Per i prodotti di origine animale (latte, yogurt, formaggi, uova) la situazione normativa è più confusa, e per le etichette non tutti si comportano nello stesso modo. Un riferimento utile, comunque, può essere la presenza in etichetta del marchio di uno degli otto organismi certificatori.

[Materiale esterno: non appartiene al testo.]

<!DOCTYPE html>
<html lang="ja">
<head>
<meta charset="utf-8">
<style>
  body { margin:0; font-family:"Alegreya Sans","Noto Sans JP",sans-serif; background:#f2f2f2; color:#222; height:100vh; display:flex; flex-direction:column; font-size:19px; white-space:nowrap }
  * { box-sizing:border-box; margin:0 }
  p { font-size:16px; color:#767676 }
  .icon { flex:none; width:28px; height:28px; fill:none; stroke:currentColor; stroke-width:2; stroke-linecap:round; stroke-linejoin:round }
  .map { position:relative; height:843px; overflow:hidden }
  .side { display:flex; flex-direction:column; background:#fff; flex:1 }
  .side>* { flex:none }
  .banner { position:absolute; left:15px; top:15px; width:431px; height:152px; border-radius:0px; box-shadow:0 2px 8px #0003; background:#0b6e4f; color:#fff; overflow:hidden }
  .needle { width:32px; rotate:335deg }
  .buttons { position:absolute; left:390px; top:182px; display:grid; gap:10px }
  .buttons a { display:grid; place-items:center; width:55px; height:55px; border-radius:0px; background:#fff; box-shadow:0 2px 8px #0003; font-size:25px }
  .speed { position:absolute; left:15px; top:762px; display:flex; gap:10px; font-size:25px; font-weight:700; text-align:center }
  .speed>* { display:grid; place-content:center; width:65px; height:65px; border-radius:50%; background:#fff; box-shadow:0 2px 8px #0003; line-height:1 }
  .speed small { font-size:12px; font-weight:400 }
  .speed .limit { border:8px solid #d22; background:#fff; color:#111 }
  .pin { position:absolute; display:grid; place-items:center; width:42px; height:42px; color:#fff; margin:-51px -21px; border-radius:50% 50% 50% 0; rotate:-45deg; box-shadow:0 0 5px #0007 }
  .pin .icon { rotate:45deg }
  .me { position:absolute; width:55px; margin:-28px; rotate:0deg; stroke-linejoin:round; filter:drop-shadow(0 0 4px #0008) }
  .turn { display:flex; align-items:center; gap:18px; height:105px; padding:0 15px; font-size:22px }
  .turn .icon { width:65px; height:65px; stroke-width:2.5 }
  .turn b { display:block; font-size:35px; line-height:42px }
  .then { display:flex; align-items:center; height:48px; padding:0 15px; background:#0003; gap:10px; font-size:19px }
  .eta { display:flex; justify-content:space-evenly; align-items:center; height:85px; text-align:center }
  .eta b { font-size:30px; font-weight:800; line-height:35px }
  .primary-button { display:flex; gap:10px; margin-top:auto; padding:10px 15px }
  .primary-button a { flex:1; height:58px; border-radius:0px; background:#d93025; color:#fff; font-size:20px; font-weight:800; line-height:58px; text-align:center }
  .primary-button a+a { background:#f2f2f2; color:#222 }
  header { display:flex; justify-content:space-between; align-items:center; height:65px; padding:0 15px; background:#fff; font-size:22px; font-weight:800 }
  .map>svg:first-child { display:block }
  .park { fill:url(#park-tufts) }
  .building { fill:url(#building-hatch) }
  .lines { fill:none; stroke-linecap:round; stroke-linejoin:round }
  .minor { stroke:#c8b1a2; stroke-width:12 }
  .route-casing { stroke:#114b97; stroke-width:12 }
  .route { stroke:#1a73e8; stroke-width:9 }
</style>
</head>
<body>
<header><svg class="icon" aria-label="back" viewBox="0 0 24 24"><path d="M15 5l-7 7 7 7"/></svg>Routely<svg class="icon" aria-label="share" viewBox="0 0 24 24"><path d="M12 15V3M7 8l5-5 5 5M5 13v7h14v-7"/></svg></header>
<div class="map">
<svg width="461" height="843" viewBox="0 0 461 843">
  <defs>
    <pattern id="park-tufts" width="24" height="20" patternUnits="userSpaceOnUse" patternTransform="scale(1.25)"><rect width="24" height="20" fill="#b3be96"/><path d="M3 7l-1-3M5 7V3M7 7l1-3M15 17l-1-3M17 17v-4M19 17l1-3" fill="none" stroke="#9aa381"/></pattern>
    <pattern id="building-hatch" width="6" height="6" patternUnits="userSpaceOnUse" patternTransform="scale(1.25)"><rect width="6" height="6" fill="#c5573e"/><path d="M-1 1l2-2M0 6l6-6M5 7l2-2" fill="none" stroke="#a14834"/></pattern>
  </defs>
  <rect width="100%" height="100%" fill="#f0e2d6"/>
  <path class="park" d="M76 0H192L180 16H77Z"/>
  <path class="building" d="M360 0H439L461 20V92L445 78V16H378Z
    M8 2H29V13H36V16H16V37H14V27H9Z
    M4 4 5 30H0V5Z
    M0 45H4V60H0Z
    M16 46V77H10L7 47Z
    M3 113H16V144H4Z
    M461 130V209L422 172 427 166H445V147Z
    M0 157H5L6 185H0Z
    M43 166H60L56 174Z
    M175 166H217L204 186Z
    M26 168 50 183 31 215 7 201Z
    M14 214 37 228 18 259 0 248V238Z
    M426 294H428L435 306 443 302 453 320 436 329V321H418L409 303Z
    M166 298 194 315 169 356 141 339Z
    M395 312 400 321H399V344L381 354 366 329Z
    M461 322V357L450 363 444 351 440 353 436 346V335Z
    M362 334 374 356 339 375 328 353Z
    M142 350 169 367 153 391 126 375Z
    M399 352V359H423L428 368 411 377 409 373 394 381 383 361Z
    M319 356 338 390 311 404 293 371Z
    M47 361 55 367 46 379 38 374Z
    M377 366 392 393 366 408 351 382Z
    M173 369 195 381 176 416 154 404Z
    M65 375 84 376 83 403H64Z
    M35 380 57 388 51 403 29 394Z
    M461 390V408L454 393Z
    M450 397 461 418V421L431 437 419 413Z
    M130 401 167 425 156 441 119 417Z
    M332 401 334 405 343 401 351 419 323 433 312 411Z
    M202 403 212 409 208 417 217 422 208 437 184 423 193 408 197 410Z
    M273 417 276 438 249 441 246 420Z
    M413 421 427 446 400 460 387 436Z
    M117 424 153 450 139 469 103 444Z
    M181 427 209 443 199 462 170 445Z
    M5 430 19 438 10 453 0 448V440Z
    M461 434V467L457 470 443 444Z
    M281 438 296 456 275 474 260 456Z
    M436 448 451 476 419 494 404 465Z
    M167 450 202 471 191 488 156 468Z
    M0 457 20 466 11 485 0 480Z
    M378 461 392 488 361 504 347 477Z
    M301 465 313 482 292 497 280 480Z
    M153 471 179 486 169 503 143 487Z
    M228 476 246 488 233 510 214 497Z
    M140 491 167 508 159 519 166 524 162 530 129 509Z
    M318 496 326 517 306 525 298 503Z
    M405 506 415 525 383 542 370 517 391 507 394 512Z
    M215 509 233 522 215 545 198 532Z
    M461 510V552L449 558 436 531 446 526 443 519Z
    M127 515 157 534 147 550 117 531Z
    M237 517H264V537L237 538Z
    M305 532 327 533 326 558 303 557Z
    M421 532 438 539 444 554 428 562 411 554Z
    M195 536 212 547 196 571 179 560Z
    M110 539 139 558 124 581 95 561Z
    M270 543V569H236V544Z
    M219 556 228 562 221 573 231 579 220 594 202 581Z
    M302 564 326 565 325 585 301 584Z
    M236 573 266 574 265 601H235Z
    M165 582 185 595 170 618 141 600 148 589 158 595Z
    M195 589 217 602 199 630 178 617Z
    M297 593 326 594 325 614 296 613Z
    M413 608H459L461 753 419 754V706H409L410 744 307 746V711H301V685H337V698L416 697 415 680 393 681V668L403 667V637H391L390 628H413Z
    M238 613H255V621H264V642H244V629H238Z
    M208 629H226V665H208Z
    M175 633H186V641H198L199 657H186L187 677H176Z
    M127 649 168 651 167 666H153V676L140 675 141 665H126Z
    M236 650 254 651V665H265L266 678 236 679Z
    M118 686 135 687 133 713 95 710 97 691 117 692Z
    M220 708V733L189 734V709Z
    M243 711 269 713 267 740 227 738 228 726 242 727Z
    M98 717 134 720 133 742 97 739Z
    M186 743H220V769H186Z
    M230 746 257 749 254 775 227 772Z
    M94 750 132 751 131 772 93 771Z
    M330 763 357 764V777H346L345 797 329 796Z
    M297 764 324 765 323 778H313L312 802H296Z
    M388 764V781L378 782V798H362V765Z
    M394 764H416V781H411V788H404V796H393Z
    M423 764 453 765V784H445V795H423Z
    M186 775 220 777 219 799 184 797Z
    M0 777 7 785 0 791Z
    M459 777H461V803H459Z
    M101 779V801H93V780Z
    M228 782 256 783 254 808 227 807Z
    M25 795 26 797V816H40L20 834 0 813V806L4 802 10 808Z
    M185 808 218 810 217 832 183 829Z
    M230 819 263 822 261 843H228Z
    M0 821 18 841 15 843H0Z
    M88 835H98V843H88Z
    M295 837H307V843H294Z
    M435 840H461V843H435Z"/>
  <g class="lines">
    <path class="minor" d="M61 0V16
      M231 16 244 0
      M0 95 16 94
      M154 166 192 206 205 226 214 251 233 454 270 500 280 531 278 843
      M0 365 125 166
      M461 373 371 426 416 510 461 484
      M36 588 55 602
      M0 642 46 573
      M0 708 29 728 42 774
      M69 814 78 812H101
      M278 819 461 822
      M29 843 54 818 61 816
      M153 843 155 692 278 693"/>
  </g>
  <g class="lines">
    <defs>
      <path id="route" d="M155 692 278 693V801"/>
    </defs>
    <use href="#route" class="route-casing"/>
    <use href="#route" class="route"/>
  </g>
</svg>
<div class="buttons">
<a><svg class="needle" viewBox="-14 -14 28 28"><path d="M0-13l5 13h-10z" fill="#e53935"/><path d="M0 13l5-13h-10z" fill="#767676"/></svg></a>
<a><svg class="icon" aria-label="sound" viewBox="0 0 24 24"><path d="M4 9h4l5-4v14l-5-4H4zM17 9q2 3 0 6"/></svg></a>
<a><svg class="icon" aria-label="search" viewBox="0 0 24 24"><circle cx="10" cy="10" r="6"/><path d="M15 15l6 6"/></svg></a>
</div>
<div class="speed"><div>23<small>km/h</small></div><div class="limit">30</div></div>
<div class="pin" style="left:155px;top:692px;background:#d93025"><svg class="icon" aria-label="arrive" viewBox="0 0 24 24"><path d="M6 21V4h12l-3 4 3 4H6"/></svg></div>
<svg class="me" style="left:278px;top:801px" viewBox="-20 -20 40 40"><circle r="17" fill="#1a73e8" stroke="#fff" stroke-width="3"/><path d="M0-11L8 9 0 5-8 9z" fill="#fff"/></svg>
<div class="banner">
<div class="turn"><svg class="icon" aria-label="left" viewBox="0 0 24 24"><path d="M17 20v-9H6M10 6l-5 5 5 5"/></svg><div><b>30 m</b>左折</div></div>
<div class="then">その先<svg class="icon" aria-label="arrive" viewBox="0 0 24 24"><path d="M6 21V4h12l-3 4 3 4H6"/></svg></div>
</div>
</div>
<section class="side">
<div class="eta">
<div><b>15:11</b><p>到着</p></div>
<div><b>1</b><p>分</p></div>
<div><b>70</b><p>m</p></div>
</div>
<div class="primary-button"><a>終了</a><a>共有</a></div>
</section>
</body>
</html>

Non mancano, poi, prodotti di importazione, certificati da organismi esteri.

 


Si può dire di più

 

Naturalmente, le indicazioni del “biologico” vanno a sommarsi a quelle obbligatorie sull’etichetta di tutti i prodotti alimentari confezionati, come ragione sociale, nome e indirizzo dell’azienda produttrice e confezionatore, la data di scadenza o il termine minimo di conservazione, il lotto di produzione, ecc.
In qualche caso, oltre alle indicazioni obbligatorie per legge, gli operatori più attenti aggiungono altre notizie utili, quali ad esempio:
• tecniche agricole, trattamenti e lavorazioni subite dalle derrate vegetali e animali (ad esempio, se la spremitura di un olio d’oliva è avvenuta a freddo);
• data di produzione e confezionamento (per la maggior parte dei prodotti è obbligatorio riportare la data di scadenza, o il termine minimo di conservazione, ma non la data di produzione);
• elenco completo dei grassi animali e vegetali eventualmente presenti (la normativa sulle etichette consentirebbe un’indicazione generica);
• percentuale di ciascun ingrediente (per legge è obbligatorio solo l’elenco degli ingredienti);
• Paese di produzione (anche questa indicazione non è sempre obbligatoria);
• tabellina nutrizionale (viene riportata sempre più spesso, ma in realtà è facoltativa);
• origine degli imballaggi (ad esempio se si tratta di materiali riciclati).

 


I magnifici otto

 

È importante memorizzare sigle e marche dei “magnifici otto” organismi di controllo perché non mancano prodotti con marchi di fantasia (diffusi nei supermercati ma anche nei negozi di prodotti naturali) che possono creare confusione nel consumatore.
I marchi biologici italiani autorizzati sono solo ed esclusivamente quelli riportati a pagina 28.
I marchi italiani di certificazione biologica autorizzati sono i seguenti:
• Aiab, Associazione italiana per l’agricoltura biologica, Vignola (Mo) tel. 059/763774.
• Associazione suolo e salute, Montefelcino (Ps), tel. 0721/725365.
• Bioagricoop, Bologna, tel. 051/6130512.
• Ccpb, Consorzio per il controllo dei prodotti biologici, Bologna, tel. 051/254688.
• Demeter, Associazione per la tutela della qualità biodinamica in Italia, Basilicanova (Pr), tel. 0521/682000.
• Ecocert, Catania, tel. 095/442746
• Imc, Istituto mediterraneo di certificazione, Senigallia (Ancona), tel. 071/7928725.